Today, there is no longer the possibility of returning to “normal,” no matter how much you and some stakeholders long for a return to “the good ole days.” In other words, there IS no “past normal” to go back to – it’s simply not there anymore.
However the stakeholders who so desperately and angrily want to believe that “normal” must be retrievable are still here, and leadership must engage them in order to achieve business and community goals.
So now what?
For the MultiDentity, it’s logical that to achieve success in a world in which stakeholders are polarized yet interconnected; the best choice is to figure out smart ways to work and live with others with whom we have fundamental differences. The Spirit of MultiDentity is a challenge to those who would just as readily cut the nostalgic stakeholders out of the picture as dinosaurs, and those who would brand advocates of faster social change unpatriotic and immoral.

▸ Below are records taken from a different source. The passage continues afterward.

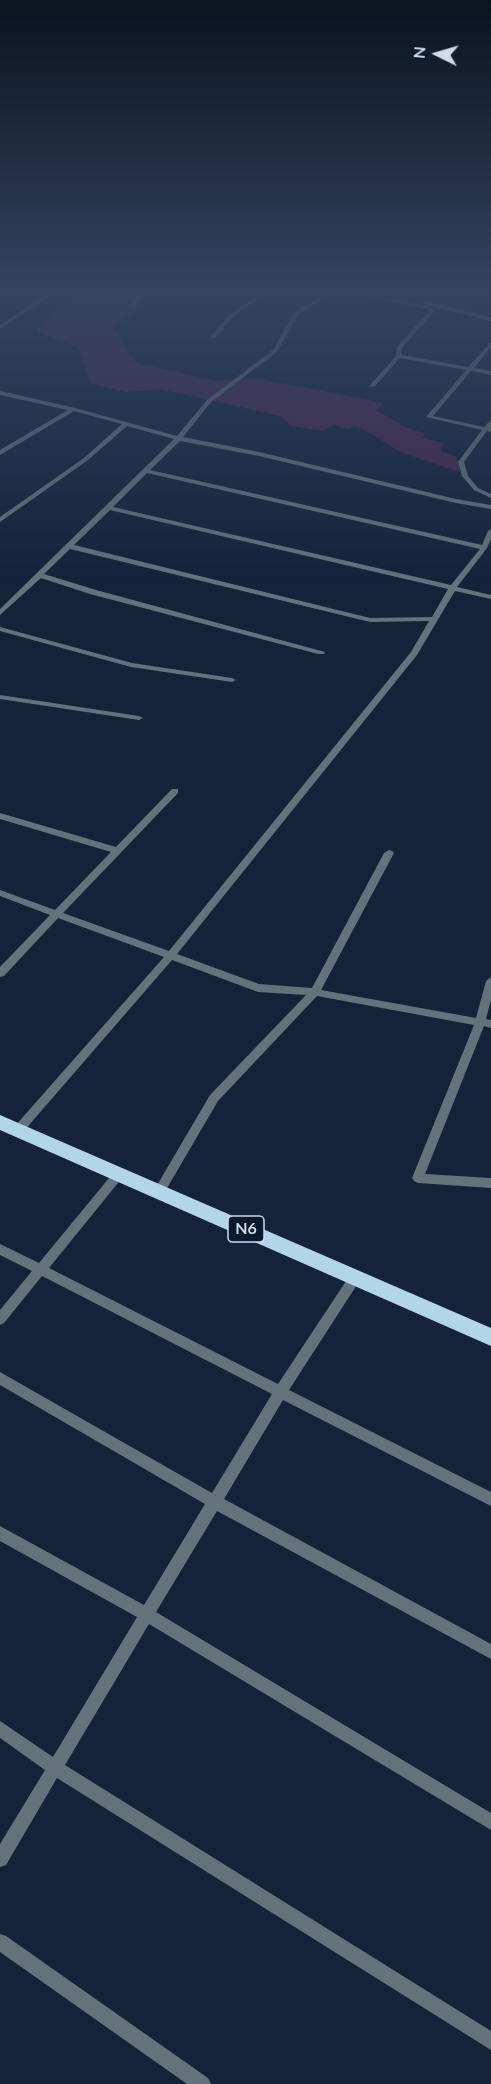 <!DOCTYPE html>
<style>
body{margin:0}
#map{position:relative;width:491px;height:2084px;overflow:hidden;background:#14223a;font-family:Lato,sans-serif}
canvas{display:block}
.north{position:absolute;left:407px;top:24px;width:60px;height:60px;-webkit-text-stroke:4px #0b192f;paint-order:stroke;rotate:275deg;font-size:16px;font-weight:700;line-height:24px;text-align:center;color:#d0daea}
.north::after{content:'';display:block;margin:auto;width:21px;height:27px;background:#d0daea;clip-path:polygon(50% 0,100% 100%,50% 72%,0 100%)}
</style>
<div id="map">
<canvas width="491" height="2084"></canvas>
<div class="north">N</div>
</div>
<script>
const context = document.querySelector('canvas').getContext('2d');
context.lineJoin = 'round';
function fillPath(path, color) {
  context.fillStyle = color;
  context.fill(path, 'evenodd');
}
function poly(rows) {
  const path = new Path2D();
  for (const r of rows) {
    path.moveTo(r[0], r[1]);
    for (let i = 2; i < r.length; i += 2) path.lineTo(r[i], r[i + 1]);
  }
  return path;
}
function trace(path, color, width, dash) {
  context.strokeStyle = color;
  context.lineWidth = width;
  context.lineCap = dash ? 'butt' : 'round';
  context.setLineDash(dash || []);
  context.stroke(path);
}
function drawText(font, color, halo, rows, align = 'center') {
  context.font = font + ' Lato,sans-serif';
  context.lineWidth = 5;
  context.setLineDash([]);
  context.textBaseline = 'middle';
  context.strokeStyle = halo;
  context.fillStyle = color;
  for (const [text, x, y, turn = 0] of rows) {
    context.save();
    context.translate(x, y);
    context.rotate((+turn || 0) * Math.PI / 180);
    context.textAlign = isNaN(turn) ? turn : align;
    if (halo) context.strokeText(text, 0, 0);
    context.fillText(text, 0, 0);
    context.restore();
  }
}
fillPath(poly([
 [89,292,150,292,143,298,141,307,113,327,135,362,214,381,255,378,385,403,376,410,409,429,424,433,423,438,443,443,441,451,457,457,460,472,398,451,374,435,355,426,349,429,333,425,323,431,291,426,281,416,160,389,126,392,90,383,78,347,36,332,55,308]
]), '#48254b');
trace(poly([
 [133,307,140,292]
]), '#5b9ba0', 2);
fillPath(poly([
 [50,292,56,292,0,329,0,325,50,292],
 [264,292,270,292,234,316,215,338,211,338,211,336,230,314,264,292],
 [328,292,334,292,298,315,277,352,211,402,183,437,259,452,456,499,491,505,491,509,456,503,259,456,180,441,150,470,482,545,488,531,491,529,491,539,487,548,457,587,491,595,491,599,455,591,417,655,177,954,259,984,312,988,384,853,389,850,392,851,394,853,321,990,476,1018,486,981,491,977,491,1000,486,1019,491,1020,491,1028,484,1026,425,1174,491,1178,491,1188,418,1183,414,1181,412,1178,474,1025,317,996,218,1101,163,1195,159,1197,155,1195,153,1192,210,1095,306,995,258,992,172,960,23,1132,15,1132,13,1129,15,1126,164,957,58,918,4,976,0,977,0,967,50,915,0,896,0,890,55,910,111,852,0,819,0,813,116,847,172,789,178,789,178,793,63,913,169,951,411,652,429,621,370,622,70,549,44,574,96,590,325,652,324,654,318,654,90,594,41,578,0,615,0,609,174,439,127,426,88,460,0,522,0,517,84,458,122,424,74,411,0,455,0,450,68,410,0,395,0,391,75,408,177,436,207,400,273,350,294,313,328,292],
 [147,473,480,549,451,585,113,507,147,473],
 [110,510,448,589,432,617,370,618,74,545,110,510],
 [352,292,360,292,429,306,434,310,434,312,402,348,402,355,468,367,491,342,491,347,474,368,491,371,491,375,471,371,433,416,484,427,491,420,491,432,487,431,464,462,468,476,478,488,491,494,491,498,474,490,462,476,458,462,482,430,426,417,466,370,400,358,374,387,369,386,396,356,397,347,429,311,427,309,352,292],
 [424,301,491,317,491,321,422,304,424,301],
 [0,627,132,663,232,678,236,680,232,682,131,667,0,631,0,627],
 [0,695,139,716,143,718,139,720,0,699,0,695],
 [118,1170,122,1172,124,1175,122,1178,49,1268,278,1384,352,1272,356,1271,360,1272,362,1276,360,1280,289,1390,491,1492,491,1506,283,1400,224,1499,491,1644,491,1659,217,1511,156,1612,491,1813,491,1830,149,1624,65,1765,491,2031,491,2050,57,1778,6,1865,0,1867,0,1844,45,1770,0,1738,0,1721,53,1757,137,1617,0,1541,0,1526,144,1605,205,1504,0,1385,0,1372,212,1493,272,1394,42,1276,4,1323,0,1325,0,1310,32,1271,0,1255,0,1244,39,1263,114,1172,118,1170],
 [0,1934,6,1936,208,2078,211,2084,187,2084,0,1952,0,1934]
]), '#64737b');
fillPath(poly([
 [0,1115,491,1328,491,1346,0,1130,0,1115]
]), '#b2d6e7');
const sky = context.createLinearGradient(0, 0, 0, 584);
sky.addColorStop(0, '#0b1320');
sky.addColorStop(0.5, '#344460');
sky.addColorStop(1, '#34446000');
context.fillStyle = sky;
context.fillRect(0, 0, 491, 584);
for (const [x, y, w] of [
 [246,1229,36]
]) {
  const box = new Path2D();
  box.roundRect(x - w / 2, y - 13, w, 26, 4.5);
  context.fillStyle = '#0b192f';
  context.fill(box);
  trace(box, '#d0daea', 1.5);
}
drawText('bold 16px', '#d0daea', null, [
 ["N6",246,1229]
]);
</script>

MultiDentity thinking starts from a higher level perspective; the realization that all stakeholders, whatever their worldviews or belief systems are stakeholders and must be engaged. Because of increased fragmentation and many social movements many more identity stakeholder perspectives will be a part of your reality. Most will feel strongly that their view is the right one. A part of the MultiDentity age is accepting people have many forums in which to broadcast, share, publish, and advocate for their worldview. The Keys?
- Don’t become inflexible yourself
- Listen actively
- Get to the underlying values conflicts
- Look for areas of agreement
- Avoid harsh judgments
- Increase your skills in conflict management
- Hold people accountable when their inflexibility runs counter to clear performance standards, policies norms, and laws.
- These attitudes and action will help you deal with the many of identity mindsets that you will face to accomplish mutual goals.